**What the task asks:** Restate each entry exactly, without pictures.

**Entries shown:**
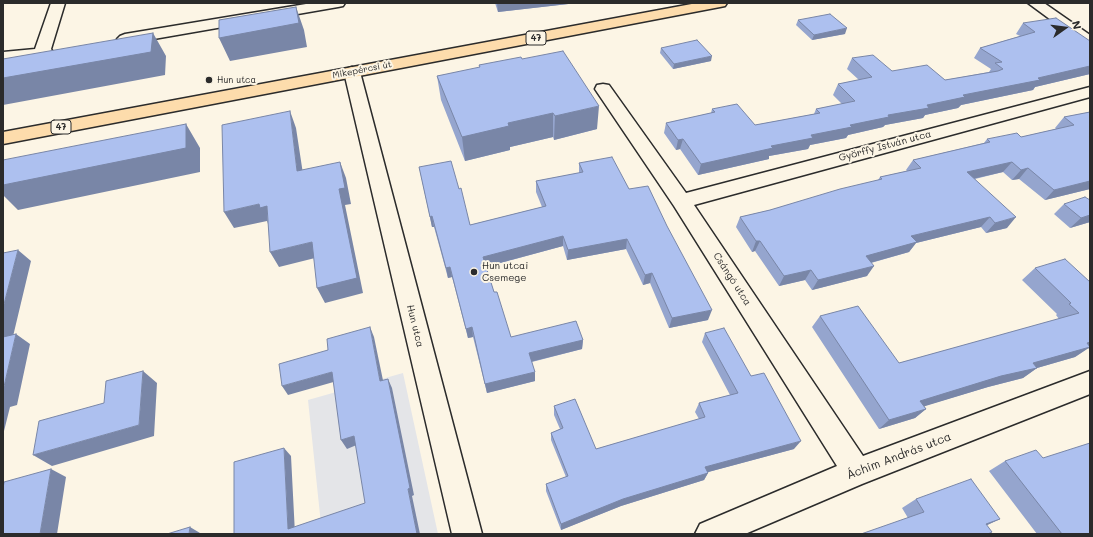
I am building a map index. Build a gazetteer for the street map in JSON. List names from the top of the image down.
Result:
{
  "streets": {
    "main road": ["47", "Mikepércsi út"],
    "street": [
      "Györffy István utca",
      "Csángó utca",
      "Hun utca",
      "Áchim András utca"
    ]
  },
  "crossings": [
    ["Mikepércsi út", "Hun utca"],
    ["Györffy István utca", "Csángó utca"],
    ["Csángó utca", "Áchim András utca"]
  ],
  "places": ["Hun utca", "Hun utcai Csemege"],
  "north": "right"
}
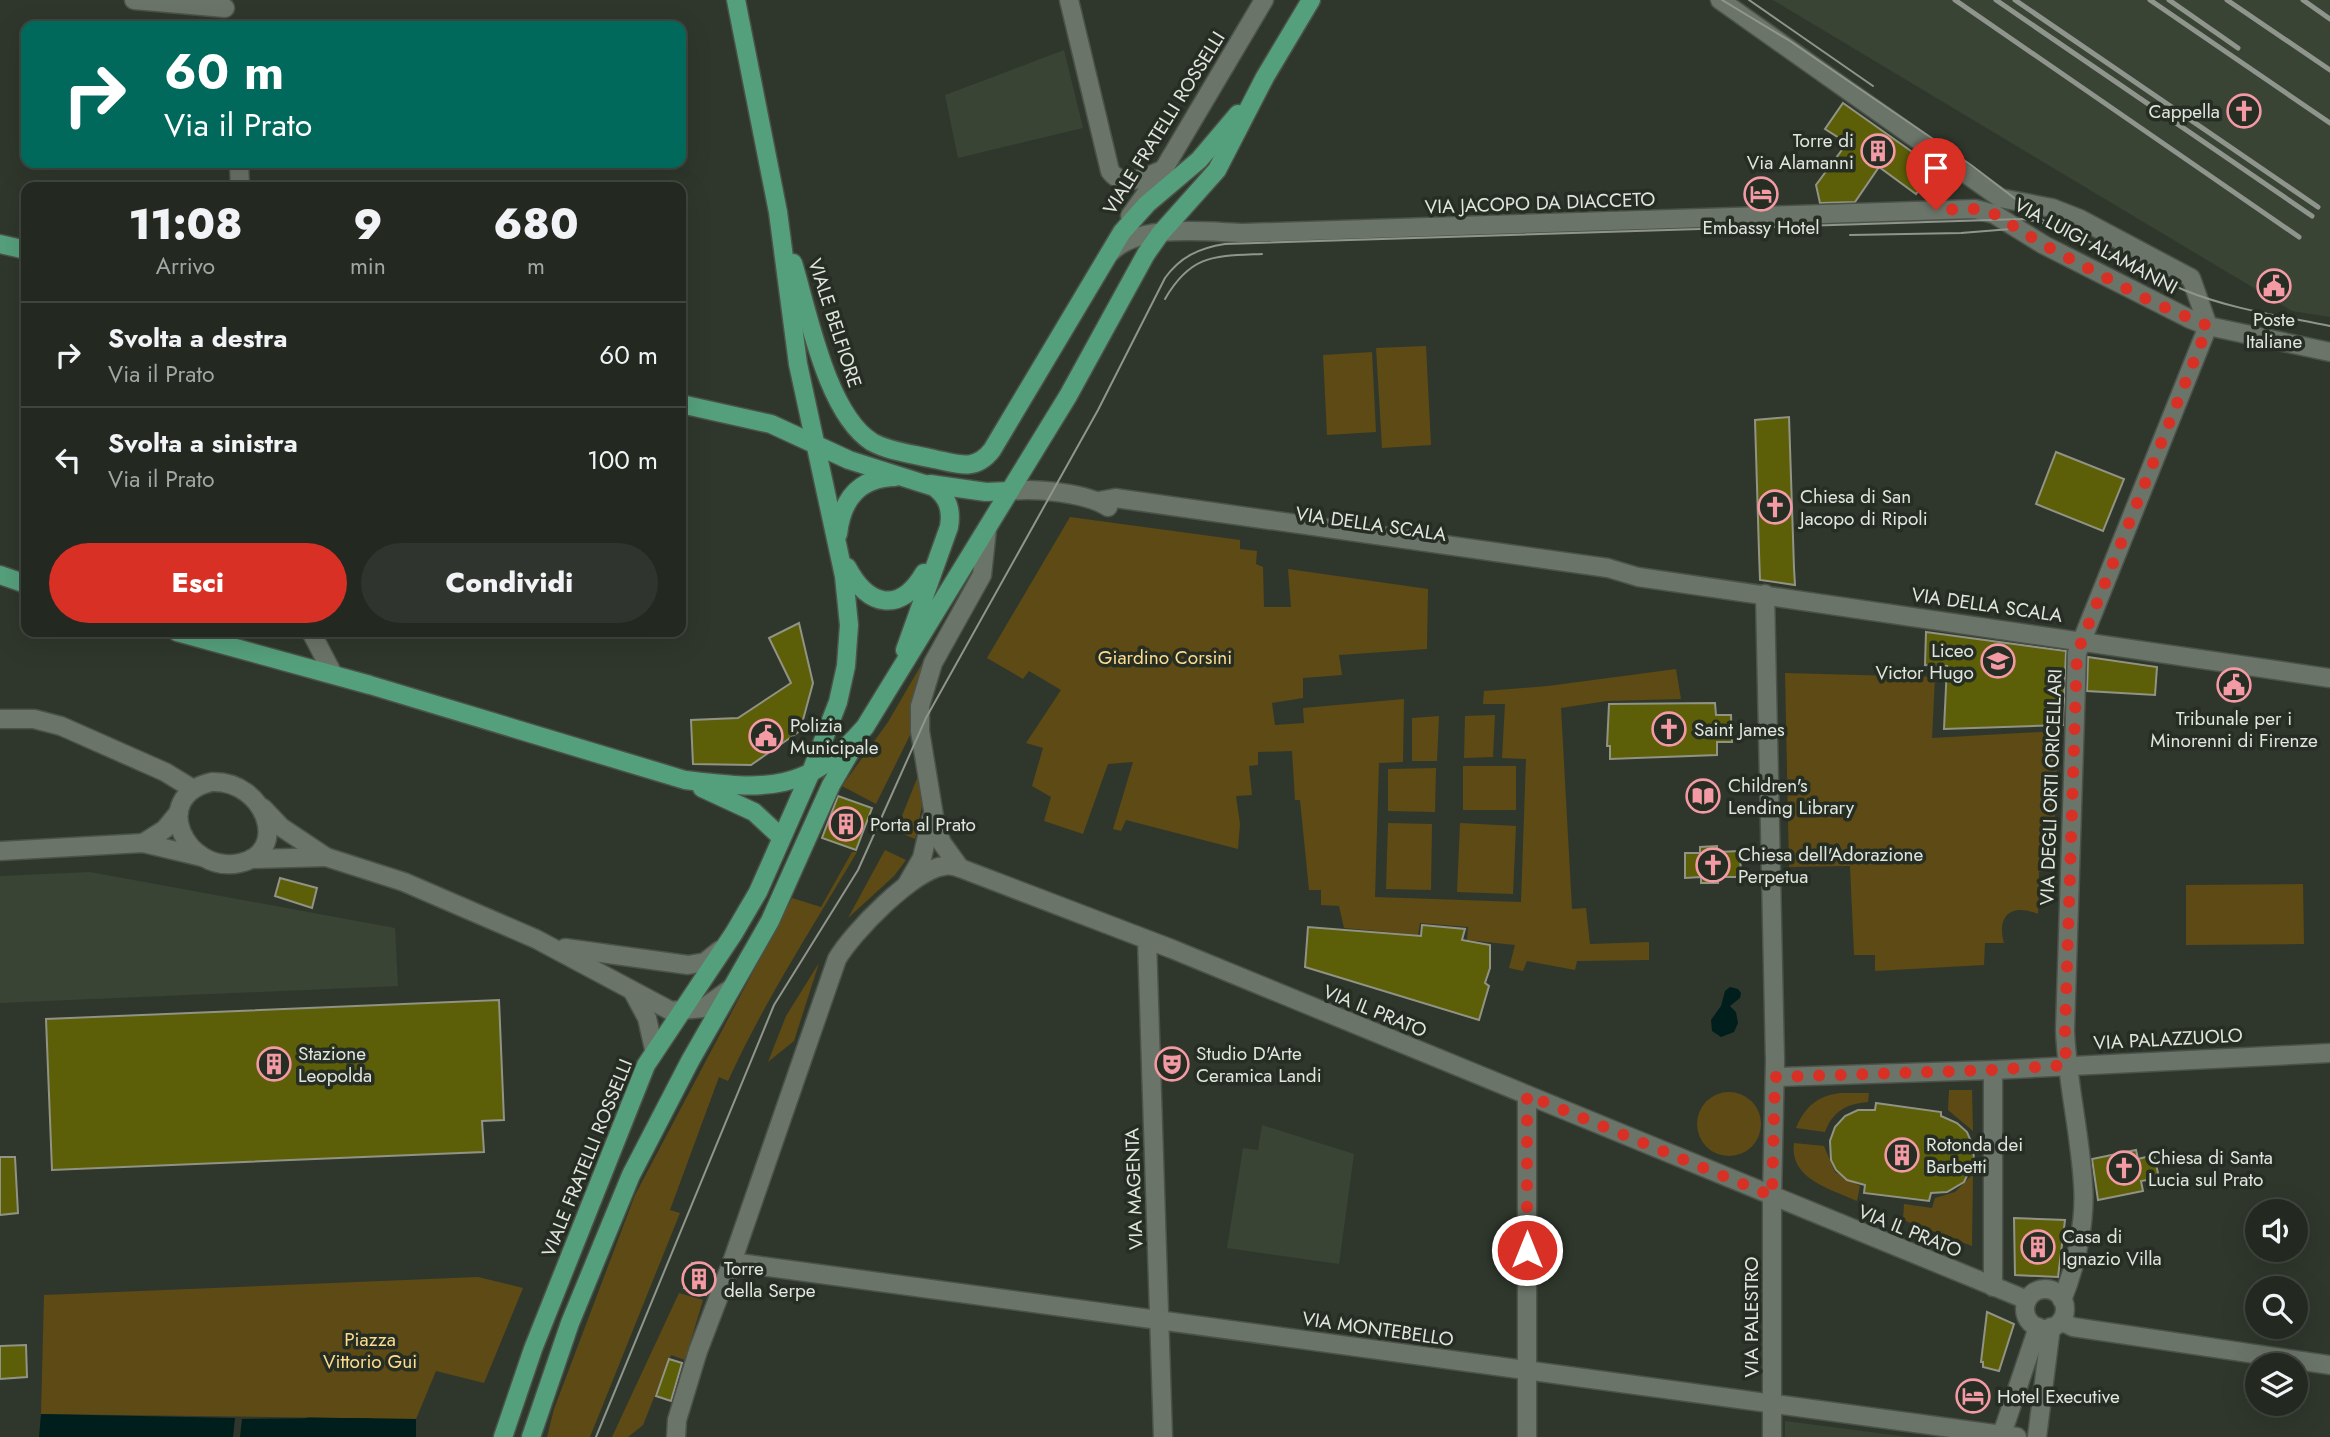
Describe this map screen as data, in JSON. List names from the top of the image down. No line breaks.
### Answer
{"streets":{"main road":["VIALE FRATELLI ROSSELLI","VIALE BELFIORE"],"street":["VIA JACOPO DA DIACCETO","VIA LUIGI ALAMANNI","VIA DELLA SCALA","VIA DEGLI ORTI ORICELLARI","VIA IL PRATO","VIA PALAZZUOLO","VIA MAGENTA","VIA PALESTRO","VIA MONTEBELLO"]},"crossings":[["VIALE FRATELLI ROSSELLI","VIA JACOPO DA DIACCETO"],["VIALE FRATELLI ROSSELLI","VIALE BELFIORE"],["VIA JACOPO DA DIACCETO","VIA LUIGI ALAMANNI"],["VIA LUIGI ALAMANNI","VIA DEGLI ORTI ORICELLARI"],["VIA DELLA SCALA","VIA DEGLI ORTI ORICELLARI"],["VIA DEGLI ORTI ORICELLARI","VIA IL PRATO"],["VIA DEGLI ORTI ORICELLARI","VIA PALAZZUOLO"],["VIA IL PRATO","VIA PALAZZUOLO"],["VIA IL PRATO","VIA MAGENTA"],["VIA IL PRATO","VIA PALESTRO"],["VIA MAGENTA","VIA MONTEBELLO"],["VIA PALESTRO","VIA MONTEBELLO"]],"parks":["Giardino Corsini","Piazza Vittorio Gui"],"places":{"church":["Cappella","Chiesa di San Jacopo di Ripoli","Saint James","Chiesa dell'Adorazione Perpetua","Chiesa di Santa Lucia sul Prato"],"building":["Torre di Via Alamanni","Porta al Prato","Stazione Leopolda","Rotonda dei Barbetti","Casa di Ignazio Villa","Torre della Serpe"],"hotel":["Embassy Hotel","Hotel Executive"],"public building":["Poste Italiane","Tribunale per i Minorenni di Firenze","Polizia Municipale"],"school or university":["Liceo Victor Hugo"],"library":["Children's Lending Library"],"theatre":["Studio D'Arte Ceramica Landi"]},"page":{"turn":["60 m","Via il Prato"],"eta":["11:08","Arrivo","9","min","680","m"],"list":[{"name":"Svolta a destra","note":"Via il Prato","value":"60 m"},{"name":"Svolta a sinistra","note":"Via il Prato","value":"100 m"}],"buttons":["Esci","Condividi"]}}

**Written answer:**
I am building a map index. Build a gazetteer for the street map in JSON. List names from the top of the image down.
Result:
{
  "streets": {
    "main road": ["47", "Mikepércsi út"],
    "street": [
      "Györffy István utca",
      "Csángó utca",
      "Hun utca",
      "Áchim András utca"
    ]
  },
  "crossings": [
    ["Mikepércsi út", "Hun utca"],
    ["Györffy István utca", "Csángó utca"],
    ["Csángó utca", "Áchim András utca"]
  ],
  "places": ["Hun utca", "Hun utcai Csemege"],
  "north": "right"
}
Describe this map screen as data, in JSON. List names from the top of the image down. No line breaks.
### Answer
{"streets":{"main road":["VIALE FRATELLI ROSSELLI","VIALE BELFIORE"],"street":["VIA JACOPO DA DIACCETO","VIA LUIGI ALAMANNI","VIA DELLA SCALA","VIA DEGLI ORTI ORICELLARI","VIA IL PRATO","VIA PALAZZUOLO","VIA MAGENTA","VIA PALESTRO","VIA MONTEBELLO"]},"crossings":[["VIALE FRATELLI ROSSELLI","VIA JACOPO DA DIACCETO"],["VIALE FRATELLI ROSSELLI","VIALE BELFIORE"],["VIA JACOPO DA DIACCETO","VIA LUIGI ALAMANNI"],["VIA LUIGI ALAMANNI","VIA DEGLI ORTI ORICELLARI"],["VIA DELLA SCALA","VIA DEGLI ORTI ORICELLARI"],["VIA DEGLI ORTI ORICELLARI","VIA IL PRATO"],["VIA DEGLI ORTI ORICELLARI","VIA PALAZZUOLO"],["VIA IL PRATO","VIA PALAZZUOLO"],["VIA IL PRATO","VIA MAGENTA"],["VIA IL PRATO","VIA PALESTRO"],["VIA MAGENTA","VIA MONTEBELLO"],["VIA PALESTRO","VIA MONTEBELLO"]],"parks":["Giardino Corsini","Piazza Vittorio Gui"],"places":{"church":["Cappella","Chiesa di San Jacopo di Ripoli","Saint James","Chiesa dell'Adorazione Perpetua","Chiesa di Santa Lucia sul Prato"],"building":["Torre di Via Alamanni","Porta al Prato","Stazione Leopolda","Rotonda dei Barbetti","Casa di Ignazio Villa","Torre della Serpe"],"hotel":["Embassy Hotel","Hotel Executive"],"public building":["Poste Italiane","Tribunale per i Minorenni di Firenze","Polizia Municipale"],"school or university":["Liceo Victor Hugo"],"library":["Children's Lending Library"],"theatre":["Studio D'Arte Ceramica Landi"]},"page":{"turn":["60 m","Via il Prato"],"eta":["11:08","Arrivo","9","min","680","m"],"list":[{"name":"Svolta a destra","note":"Via il Prato","value":"60 m"},{"name":"Svolta a sinistra","note":"Via il Prato","value":"100 m"}],"buttons":["Esci","Condividi"]}}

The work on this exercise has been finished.